A decisão do Tribunal de Contas da União (TCU) de bloquear R$ 6 bilhões do Pé-de-Meia – programa do governo que dá bolsas para estudantes pobres concluírem o ensino médio – mobilizou a Advocacia-Geral da União (AGU) para contestar as suspeitas de irregularidade.
O órgão já recorreu da decisão e agora avalia também acionar a Justiça para liberar os recursos, que foram retidos a partir da verificação por técnicos do TCU. Eles suspeitam que o governo injetou dinheiro no programa fora do Orçamento.
Na avaliação do tribunal, além de ilegal e inconstitucional, a manobra permitiu ao Executivo efetuar despesas sem autorização e controle do Congresso, e ainda contornar as exigências da Lei de Responsabilidade e limites de gasto do arcabouço fiscal.
A situação levou a oposição a se mexer por um pedido de impeachment do presidente Luiz Inácio Lula da Silva, já acusado por deputados de realizar uma “pedalada fiscal”, apelido dado a artifícios contábeis realizados no governo da ex-presidente Dilma Rousseff para fazer caixa com dinheiro de bancos públicos de forma oculta com o objetivo de disfarçar o aumento da dívida pública. Em 2016, Dilma foi destituída por crime de responsabilidade contra a lei orçamentária.

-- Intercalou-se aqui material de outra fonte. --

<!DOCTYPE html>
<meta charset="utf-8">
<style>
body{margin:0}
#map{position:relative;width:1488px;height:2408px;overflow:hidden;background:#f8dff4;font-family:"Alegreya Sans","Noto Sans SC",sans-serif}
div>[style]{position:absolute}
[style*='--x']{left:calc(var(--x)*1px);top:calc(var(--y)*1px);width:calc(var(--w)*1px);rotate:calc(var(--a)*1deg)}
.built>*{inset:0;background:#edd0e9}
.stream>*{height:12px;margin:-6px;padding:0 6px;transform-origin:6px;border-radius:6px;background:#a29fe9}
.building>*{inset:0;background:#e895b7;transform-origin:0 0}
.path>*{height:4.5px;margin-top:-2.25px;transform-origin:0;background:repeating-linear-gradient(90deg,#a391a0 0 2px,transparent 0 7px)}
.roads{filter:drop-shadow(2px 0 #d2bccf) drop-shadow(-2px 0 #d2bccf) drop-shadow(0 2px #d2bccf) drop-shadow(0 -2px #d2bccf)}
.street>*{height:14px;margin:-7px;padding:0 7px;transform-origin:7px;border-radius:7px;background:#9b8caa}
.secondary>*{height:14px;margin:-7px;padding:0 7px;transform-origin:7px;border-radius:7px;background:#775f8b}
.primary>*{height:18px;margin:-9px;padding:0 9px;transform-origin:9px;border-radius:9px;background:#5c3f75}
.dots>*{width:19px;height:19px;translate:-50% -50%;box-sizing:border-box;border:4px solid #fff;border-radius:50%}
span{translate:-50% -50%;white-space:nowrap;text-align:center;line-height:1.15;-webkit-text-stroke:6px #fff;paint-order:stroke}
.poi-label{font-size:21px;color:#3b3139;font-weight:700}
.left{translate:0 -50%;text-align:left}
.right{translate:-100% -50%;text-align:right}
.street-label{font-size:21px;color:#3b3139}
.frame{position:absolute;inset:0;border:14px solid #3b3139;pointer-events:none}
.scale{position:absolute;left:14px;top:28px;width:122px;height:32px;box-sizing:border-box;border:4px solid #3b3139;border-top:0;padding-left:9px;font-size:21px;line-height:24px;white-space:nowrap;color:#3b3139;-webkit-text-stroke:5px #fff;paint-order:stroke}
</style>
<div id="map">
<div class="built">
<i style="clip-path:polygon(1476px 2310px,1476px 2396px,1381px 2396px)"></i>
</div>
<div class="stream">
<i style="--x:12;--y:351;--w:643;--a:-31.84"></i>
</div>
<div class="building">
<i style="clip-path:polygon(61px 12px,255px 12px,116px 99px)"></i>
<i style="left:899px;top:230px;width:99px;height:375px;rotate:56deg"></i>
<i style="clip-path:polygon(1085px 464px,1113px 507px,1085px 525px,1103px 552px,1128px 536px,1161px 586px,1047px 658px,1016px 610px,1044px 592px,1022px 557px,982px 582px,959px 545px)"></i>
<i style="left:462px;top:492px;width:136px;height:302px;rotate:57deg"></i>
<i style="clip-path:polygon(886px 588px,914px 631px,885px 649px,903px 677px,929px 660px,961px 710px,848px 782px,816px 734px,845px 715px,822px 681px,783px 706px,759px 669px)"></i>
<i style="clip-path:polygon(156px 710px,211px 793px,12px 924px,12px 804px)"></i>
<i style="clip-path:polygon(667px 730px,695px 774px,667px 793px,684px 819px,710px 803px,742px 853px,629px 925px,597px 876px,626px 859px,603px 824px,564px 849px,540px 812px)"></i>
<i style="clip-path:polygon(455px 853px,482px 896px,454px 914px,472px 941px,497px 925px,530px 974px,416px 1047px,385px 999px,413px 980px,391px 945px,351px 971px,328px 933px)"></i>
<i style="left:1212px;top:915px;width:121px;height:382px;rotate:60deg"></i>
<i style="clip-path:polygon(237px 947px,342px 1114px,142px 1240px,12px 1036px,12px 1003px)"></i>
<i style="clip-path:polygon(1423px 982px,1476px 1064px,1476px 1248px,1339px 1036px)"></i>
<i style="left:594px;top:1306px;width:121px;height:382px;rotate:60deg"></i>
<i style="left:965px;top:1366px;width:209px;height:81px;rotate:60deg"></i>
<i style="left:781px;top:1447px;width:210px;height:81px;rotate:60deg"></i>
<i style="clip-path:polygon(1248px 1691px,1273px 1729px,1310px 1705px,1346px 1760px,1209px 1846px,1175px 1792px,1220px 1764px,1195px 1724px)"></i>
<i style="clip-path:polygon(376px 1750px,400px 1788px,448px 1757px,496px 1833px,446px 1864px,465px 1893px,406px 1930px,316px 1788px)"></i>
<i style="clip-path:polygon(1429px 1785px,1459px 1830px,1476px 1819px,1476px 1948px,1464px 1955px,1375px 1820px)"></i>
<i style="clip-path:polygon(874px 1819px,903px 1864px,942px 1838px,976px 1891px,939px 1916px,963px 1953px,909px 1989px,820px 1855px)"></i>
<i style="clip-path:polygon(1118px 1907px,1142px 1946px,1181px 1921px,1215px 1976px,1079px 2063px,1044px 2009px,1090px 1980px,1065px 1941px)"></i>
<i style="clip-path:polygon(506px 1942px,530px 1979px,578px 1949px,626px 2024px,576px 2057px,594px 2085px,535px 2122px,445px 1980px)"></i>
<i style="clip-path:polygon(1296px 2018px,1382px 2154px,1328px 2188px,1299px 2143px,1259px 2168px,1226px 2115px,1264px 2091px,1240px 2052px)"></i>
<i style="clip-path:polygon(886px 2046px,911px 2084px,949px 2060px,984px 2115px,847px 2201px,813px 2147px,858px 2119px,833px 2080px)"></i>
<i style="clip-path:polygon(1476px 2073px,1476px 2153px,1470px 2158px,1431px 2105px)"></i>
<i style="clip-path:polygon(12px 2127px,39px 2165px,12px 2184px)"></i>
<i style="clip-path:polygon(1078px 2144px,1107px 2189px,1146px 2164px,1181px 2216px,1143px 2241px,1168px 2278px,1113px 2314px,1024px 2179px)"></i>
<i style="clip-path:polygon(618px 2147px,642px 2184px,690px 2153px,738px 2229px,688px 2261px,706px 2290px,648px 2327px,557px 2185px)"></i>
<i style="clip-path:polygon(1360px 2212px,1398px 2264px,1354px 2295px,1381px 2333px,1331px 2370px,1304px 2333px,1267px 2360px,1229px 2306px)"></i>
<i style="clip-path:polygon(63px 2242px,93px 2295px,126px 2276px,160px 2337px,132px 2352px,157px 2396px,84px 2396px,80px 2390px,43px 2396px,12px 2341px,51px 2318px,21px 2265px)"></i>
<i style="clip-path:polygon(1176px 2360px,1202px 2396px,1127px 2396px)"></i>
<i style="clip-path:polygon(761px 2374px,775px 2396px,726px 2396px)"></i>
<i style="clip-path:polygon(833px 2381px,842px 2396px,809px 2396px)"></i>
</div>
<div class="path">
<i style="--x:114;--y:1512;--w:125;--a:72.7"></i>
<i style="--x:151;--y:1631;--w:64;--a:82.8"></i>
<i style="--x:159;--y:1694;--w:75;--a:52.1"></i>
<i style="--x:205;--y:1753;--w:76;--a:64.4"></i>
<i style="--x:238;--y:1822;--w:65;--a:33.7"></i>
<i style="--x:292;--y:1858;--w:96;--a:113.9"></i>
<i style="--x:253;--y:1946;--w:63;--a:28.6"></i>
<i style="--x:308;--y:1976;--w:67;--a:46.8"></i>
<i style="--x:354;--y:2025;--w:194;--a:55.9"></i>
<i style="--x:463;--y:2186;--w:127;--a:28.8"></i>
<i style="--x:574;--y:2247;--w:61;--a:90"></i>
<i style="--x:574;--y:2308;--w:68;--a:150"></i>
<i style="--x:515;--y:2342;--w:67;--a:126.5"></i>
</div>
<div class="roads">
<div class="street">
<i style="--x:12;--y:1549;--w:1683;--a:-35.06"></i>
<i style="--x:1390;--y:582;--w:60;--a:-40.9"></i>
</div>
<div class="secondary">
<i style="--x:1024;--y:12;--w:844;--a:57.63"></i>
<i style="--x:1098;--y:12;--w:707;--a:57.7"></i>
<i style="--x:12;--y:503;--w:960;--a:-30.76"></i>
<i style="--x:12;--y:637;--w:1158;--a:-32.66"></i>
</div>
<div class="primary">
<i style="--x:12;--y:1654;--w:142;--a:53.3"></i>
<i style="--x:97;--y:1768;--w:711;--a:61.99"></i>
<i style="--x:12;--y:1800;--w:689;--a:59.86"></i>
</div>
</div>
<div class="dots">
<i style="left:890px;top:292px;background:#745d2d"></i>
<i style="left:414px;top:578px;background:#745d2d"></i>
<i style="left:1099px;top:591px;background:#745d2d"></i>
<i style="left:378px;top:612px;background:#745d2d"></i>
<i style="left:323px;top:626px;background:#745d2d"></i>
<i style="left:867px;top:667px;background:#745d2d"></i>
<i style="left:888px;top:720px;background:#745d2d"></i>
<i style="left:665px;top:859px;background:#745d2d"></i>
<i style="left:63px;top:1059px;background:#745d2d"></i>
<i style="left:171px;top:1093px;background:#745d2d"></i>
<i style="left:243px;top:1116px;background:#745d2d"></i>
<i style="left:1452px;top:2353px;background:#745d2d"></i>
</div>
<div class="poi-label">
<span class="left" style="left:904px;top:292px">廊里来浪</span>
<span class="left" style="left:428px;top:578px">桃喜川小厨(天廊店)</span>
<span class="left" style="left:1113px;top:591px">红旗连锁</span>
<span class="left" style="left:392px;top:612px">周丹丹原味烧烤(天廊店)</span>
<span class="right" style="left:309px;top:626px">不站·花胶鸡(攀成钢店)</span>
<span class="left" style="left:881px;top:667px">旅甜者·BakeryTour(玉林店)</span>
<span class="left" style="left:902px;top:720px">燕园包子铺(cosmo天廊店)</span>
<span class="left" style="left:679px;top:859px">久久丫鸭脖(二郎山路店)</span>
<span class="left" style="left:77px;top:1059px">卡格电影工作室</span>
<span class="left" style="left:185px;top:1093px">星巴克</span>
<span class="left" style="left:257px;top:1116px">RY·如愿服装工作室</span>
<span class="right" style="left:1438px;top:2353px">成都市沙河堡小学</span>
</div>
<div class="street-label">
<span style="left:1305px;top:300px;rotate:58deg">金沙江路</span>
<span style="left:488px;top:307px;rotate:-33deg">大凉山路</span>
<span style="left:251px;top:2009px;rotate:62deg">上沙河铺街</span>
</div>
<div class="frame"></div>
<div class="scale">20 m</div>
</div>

A AGU, que defende o governo, já recorreu ao TCU e agora avalia acionar a Justiça: por meio de um mandado de segurança junto ao Supremo Tribunal Federal (STF), ou por meio de uma ação anulatória na primeira instância da Justiça Federal em Brasília.
O objetivo imediato é desbloquear os recursos do Pé-de-Meia, mas também defender a legalidade da forma como o programa é financiado – em parte, fora do Orçamento – e com isso esvaziar eventuais denúncias contra Lula passíveis de embasar um processo de impeachment.
O que o governo argumenta no TCU
Em seu recurso ao TCU, a AGU admite que parte do Pé-de-Meia é financiado fora do Orçamento da União, por meio de fundos privados. E defende essa forma de bancar as bolsas sob a justificativa de que ela foi aprovada pelo Congresso na lei que criou o programa.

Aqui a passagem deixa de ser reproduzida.